Task prompt:
Using the data below, work out how many lines contain the word "which", then state that number without comment.

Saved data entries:

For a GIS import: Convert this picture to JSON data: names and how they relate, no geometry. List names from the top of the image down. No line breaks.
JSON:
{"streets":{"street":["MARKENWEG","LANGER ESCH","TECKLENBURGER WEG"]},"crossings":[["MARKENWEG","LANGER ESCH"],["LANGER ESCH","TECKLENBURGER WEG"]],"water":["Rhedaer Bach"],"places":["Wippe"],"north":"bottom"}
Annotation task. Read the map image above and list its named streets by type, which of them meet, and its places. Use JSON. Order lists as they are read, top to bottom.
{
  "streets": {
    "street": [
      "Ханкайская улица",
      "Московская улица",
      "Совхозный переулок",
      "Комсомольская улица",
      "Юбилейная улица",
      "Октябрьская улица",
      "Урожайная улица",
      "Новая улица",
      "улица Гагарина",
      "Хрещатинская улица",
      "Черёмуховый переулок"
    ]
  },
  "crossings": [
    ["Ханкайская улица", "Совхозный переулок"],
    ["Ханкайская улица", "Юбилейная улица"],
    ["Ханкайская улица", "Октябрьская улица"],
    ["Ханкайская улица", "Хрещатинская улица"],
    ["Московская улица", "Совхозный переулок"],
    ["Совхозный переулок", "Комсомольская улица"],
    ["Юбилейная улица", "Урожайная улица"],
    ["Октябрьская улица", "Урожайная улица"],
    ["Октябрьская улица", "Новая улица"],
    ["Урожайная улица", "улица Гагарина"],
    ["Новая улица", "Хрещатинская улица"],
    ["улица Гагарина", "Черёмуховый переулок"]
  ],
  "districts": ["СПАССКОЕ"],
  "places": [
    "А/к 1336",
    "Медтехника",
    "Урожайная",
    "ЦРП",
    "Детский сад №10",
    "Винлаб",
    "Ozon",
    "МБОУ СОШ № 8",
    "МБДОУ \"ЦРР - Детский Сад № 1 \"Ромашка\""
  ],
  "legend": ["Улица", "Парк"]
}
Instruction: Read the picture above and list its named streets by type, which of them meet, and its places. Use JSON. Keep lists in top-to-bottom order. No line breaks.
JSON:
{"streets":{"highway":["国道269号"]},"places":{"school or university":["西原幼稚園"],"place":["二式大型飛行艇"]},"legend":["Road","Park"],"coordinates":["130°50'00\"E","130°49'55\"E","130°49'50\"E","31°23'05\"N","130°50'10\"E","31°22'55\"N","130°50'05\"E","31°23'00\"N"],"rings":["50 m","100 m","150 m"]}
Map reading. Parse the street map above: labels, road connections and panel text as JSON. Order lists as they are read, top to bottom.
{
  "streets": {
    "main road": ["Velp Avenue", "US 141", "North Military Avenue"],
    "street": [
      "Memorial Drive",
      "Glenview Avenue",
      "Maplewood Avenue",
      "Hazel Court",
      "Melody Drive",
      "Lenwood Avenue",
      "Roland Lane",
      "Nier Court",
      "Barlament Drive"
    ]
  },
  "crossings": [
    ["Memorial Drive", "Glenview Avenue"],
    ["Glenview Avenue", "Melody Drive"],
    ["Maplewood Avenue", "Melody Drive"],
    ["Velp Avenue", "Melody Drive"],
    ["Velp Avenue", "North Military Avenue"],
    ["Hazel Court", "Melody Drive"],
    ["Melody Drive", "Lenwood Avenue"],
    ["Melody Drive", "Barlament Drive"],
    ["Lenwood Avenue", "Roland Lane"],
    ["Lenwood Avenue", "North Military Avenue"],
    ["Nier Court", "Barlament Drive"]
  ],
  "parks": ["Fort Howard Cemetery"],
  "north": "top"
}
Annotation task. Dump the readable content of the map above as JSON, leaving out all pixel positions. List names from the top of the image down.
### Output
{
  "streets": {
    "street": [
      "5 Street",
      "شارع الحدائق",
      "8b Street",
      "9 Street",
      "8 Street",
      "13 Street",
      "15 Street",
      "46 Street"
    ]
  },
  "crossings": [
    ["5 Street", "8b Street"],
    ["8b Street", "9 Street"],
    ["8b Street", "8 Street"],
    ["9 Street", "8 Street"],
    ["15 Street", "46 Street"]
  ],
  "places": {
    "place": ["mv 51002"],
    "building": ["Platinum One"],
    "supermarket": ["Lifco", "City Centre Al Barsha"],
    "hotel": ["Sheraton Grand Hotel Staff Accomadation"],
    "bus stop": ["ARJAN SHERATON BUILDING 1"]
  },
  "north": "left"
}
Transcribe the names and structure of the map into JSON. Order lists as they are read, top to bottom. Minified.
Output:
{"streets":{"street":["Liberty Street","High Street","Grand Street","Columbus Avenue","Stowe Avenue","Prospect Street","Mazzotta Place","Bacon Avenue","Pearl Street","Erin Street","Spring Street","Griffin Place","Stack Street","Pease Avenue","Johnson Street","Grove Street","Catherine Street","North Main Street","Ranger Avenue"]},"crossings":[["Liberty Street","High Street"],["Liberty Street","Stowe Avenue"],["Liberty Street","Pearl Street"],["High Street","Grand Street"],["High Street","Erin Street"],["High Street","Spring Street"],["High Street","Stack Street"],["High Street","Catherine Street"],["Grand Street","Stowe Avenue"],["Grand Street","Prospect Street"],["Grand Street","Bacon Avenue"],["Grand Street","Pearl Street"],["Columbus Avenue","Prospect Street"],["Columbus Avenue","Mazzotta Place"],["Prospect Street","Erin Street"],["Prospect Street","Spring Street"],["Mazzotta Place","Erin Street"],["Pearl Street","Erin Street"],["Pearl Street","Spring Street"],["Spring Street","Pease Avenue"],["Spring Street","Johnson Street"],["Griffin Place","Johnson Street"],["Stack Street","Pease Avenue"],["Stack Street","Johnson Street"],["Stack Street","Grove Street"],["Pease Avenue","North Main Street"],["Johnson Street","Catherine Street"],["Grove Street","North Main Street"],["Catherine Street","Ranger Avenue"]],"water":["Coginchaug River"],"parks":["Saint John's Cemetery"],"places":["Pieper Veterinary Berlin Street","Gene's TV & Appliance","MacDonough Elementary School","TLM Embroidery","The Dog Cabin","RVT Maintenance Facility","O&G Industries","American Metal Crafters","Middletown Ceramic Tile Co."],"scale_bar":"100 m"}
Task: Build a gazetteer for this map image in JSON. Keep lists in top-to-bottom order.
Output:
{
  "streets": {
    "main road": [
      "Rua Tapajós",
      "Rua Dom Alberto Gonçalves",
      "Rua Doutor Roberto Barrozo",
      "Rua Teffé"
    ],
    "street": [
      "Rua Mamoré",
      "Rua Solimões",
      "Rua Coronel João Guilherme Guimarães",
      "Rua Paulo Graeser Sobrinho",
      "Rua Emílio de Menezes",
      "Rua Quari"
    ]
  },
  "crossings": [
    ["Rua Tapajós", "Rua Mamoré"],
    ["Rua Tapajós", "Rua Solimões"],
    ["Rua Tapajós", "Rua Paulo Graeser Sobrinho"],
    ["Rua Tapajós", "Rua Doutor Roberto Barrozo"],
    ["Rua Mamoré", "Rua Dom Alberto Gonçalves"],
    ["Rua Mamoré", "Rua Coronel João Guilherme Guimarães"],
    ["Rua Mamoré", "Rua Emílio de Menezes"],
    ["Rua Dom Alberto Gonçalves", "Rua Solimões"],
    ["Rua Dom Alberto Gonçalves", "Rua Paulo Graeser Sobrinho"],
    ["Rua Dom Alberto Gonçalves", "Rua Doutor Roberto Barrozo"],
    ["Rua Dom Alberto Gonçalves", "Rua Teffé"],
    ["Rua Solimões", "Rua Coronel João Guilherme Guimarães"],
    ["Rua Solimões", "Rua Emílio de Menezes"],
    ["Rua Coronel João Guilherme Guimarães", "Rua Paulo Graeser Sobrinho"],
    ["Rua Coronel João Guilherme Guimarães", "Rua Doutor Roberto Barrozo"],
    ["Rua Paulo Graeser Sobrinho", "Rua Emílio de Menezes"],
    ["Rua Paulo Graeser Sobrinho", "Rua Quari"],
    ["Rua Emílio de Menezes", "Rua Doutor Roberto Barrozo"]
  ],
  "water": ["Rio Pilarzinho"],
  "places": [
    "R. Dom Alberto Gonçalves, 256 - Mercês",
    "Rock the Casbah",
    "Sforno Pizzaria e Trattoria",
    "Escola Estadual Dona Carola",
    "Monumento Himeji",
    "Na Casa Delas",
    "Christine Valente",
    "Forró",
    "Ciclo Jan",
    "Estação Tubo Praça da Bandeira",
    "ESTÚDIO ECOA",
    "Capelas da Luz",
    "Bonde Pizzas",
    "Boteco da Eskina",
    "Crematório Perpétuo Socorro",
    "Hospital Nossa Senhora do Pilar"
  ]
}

Exercise output:
2